Sainsbury’s podría realizar pequeñas adquisiciones, pero debido a su tamaño, estos acuerdos no harían prácticamente ninguna diferencia en el desempeño general del grupo. Incluso si las pequeñas adquisiciones son jugadores innovadores, aún pasaría mucho tiempo antes de que realmente puedan causar una impresión significativa.

Otra opción estratégica es crecer en el extranjero a través de importantes fusiones y adquisiciones transfronterizas. Pero los supermercados en general han tenido experiencias bastante malas con la expansión internacional, y muchas han destruido valor. Otras alianzas podrían ayudar a reducir el problema básico de reducir costos, pero es difícil ver cómo pueden cerrar consistentemente la brecha con las tiendas de descuento. También podría considerar comprar fuera de la industria como una cobertura defensiva para el cambio, pero este es un territorio arriesgado.

El gran tamaño de Sainsbury significa que necesita hacer algo audaz.

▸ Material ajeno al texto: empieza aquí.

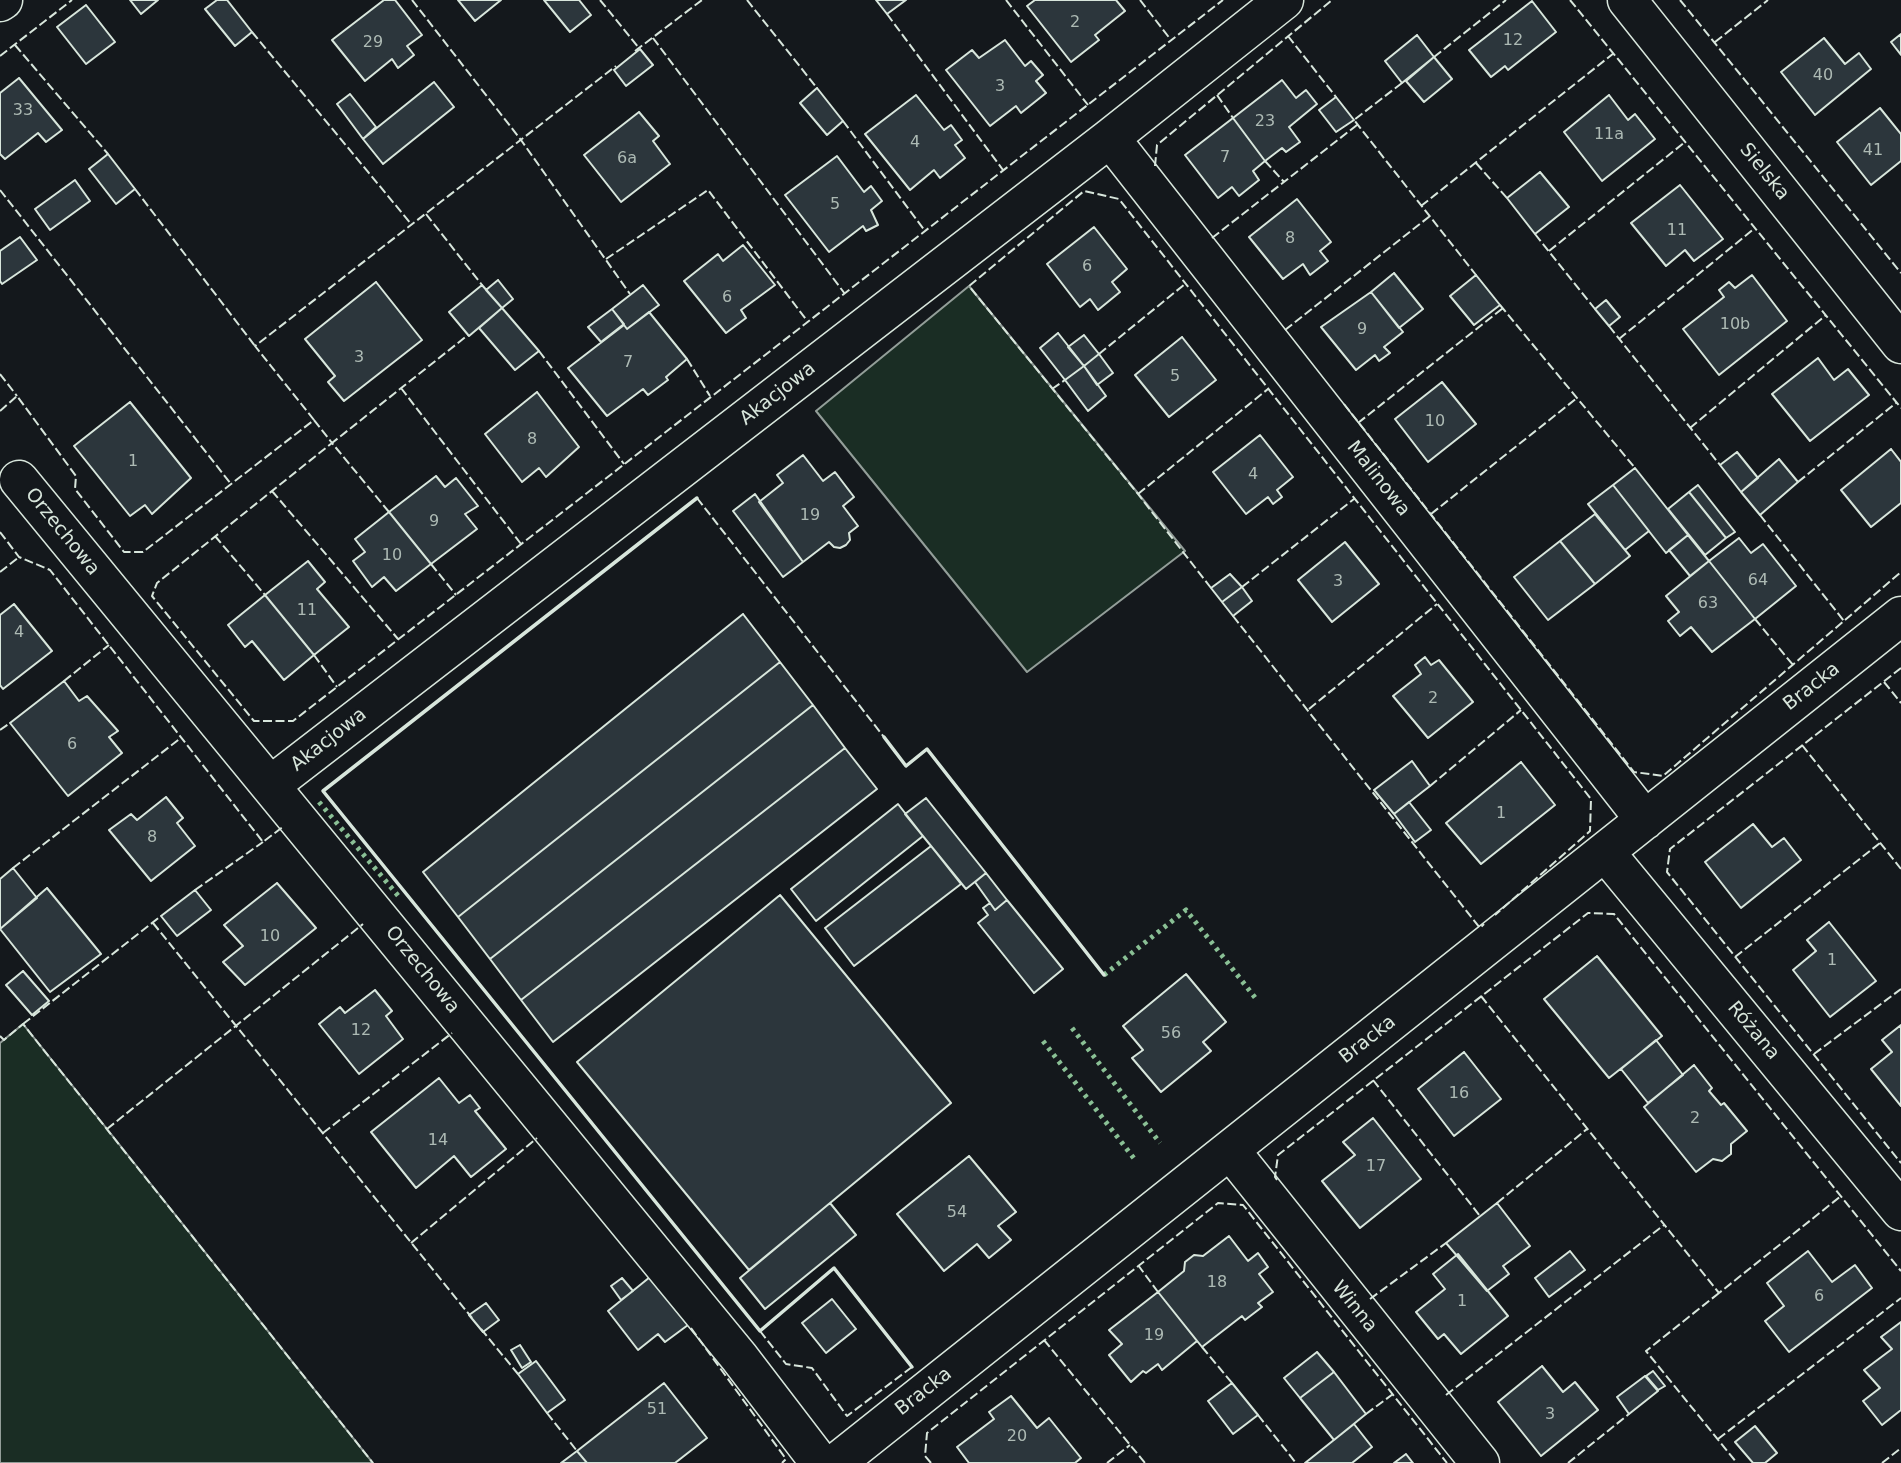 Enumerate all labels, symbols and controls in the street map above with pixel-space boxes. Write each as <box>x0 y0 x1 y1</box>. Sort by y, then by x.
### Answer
house number: 2 <box>1070 13 1080 33</box>
house number: 12 <box>1503 31 1523 51</box>
house number: 29 <box>363 33 383 53</box>
house number: 40 <box>1813 66 1833 86</box>
house number: 3 <box>995 77 1005 97</box>
house number: 33 <box>13 101 33 121</box>
house number: 23 <box>1255 112 1275 132</box>
house number: 11a <box>1594 125 1624 145</box>
house number: 4 <box>910 133 920 153</box>
street label: Sielska <box>1734 139 1794 205</box>
house number: 41 <box>1863 141 1883 161</box>
house number: 7 <box>1220 148 1230 168</box>
house number: 6a <box>617 149 637 169</box>
house number: 5 <box>830 195 840 215</box>
house number: 11 <box>1667 221 1687 241</box>
house number: 8 <box>1285 229 1295 249</box>
house number: 6 <box>1082 257 1092 277</box>
house number: 6 <box>722 288 732 308</box>
house number: 10b <box>1720 315 1750 335</box>
house number: 9 <box>1357 320 1367 340</box>
house number: 3 <box>354 348 364 368</box>
house number: 7 <box>623 353 633 373</box>
street label: Akacjowa <box>736 357 820 431</box>
house number: 5 <box>1170 367 1180 387</box>
house number: 10 <box>1425 412 1445 432</box>
house number: 8 <box>527 430 537 450</box>
street label: Malinowa <box>1341 437 1415 521</box>
house number: 1 <box>128 452 138 472</box>
house number: 4 <box>1248 465 1258 485</box>
street label: Orzechowa <box>20 484 104 580</box>
house number: 19 <box>800 506 820 526</box>
house number: 9 <box>429 512 439 532</box>
house number: 10 <box>382 546 402 566</box>
house number: 64 <box>1748 571 1768 591</box>
house number: 3 <box>1333 572 1343 592</box>
house number: 63 <box>1698 594 1718 614</box>
house number: 11 <box>297 601 317 621</box>
house number: 4 <box>14 623 24 643</box>
street label: Bracka <box>1779 658 1845 716</box>
house number: 2 <box>1428 689 1438 709</box>
street label: Akacjowa <box>287 703 371 777</box>
house number: 6 <box>67 735 77 755</box>
house number: 1 <box>1496 804 1506 824</box>
house number: 8 <box>147 828 157 848</box>
street label: Orzechowa <box>380 922 464 1018</box>
house number: 10 <box>260 927 280 947</box>
house number: 1 <box>1827 951 1837 971</box>
street label: Różana <box>1722 997 1784 1065</box>
street label: Bracka <box>1335 1011 1401 1069</box>
house number: 12 <box>351 1021 371 1041</box>
house number: 56 <box>1161 1024 1181 1044</box>
house number: 16 <box>1449 1084 1469 1104</box>
house number: 2 <box>1690 1109 1700 1129</box>
house number: 14 <box>428 1131 448 1151</box>
house number: 17 <box>1366 1157 1386 1177</box>
house number: 54 <box>947 1203 967 1223</box>
house number: 18 <box>1207 1273 1227 1293</box>
street label: Winna <box>1326 1277 1382 1337</box>
house number: 6 <box>1814 1287 1824 1307</box>
house number: 1 <box>1457 1292 1467 1312</box>
house number: 19 <box>1144 1326 1164 1346</box>
street label: Bracka <box>891 1363 957 1421</box>
house number: 51 <box>647 1400 667 1420</box>
house number: 3 <box>1545 1405 1555 1425</box>
house number: 20 <box>1007 1427 1027 1447</box>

Pero, habiendo rechazado su acuerdo, existe el riesgo de que vuelva al incrementalismo. Esto puede ser demasiado poco y demasiado tarde y realmente no abordaría las presiones de una cadena de suministro apretada, los consumidores que requieren precios aún más bajos y los nuevos participantes importantes que fuerzan el ritmo del cambio. Además, también existe el riesgo de que Asda sea adquirida por otro competidor (es propiedad de Walmart, por lo que su futuro dependerá de los planes del gigante estadounidense). Esto debilitaría aún más la posición estratégica de Sainsbury.

Si bien siempre hay oportunidades para nuevas reducciones de costos,

Sainsbury ya está bien administrado, por lo que estas ganancias serán marginales, difíciles de lograr y, si se persiguen de manera demasiado agresiva, corren el riesgo de cambiar la naturaleza del negocio tal como es. En lugar de verse reducido por mil recortes, Sainsbury’s puede buscar alternativamente transformarse a sí mismo en lugar de tratar de preservar su forma actual de competir.

La industria en su conjunto teme que Amazon se haga cargo

. Solo el anuncio de la entrada de Amazon en la industria, cuando compró Whole Foods en 2017, provocó la caída de los precios de las acciones. Quizás ante la revolución de la estrategia digital, donde los mayores operadores de industrias tradicionales comocomo alojamiento (Airbnb), taxis (Uber), comercio minorista (Amazon), no posee grandes cantidades de activos, Sainsbury’s debería repensar el negocio de los supermercados. Quizás sus mayores activos, las megatiendas y los aparcamientos, son también su mayor fuente de rigidez. Responder más rápidamente a un entorno cambiante y mantenerse en sintonía con las demandas cambiantes de los clientes puede requerir un tipo diferente de modelo comercial.